[TASK DETAILS]:
Your answer must be an exact copy of the listing below.

══════════════════════════════

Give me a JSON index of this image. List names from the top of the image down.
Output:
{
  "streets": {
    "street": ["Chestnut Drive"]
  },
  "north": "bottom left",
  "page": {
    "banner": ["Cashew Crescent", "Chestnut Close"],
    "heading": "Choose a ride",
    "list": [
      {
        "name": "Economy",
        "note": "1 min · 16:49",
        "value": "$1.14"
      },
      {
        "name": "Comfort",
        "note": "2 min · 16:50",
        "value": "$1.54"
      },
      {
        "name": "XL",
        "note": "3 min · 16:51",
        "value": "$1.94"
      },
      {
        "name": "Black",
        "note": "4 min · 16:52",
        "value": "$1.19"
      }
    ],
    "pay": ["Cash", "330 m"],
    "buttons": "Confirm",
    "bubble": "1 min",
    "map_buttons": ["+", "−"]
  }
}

══════════════════════════════

[SOLUTION FOR THIS TASK]:
Give me a JSON index of this image. List names from the top of the image down.
Output:
{
  "streets": {
    "street": ["Chestnut Drive"]
  },
  "north": "bottom left",
  "page": {
    "banner": ["Cashew Crescent", "Chestnut Close"],
    "heading": "Choose a ride",
    "list": [
      {
        "name": "Economy",
        "note": "1 min · 16:49",
        "value": "$1.14"
      },
      {
        "name": "Comfort",
        "note": "2 min · 16:50",
        "value": "$1.54"
      },
      {
        "name": "XL",
        "note": "3 min · 16:51",
        "value": "$1.94"
      },
      {
        "name": "Black",
        "note": "4 min · 16:52",
        "value": "$1.19"
      }
    ],
    "pay": ["Cash", "330 m"],
    "buttons": "Confirm",
    "bubble": "1 min",
    "map_buttons": ["+", "−"]
  }
}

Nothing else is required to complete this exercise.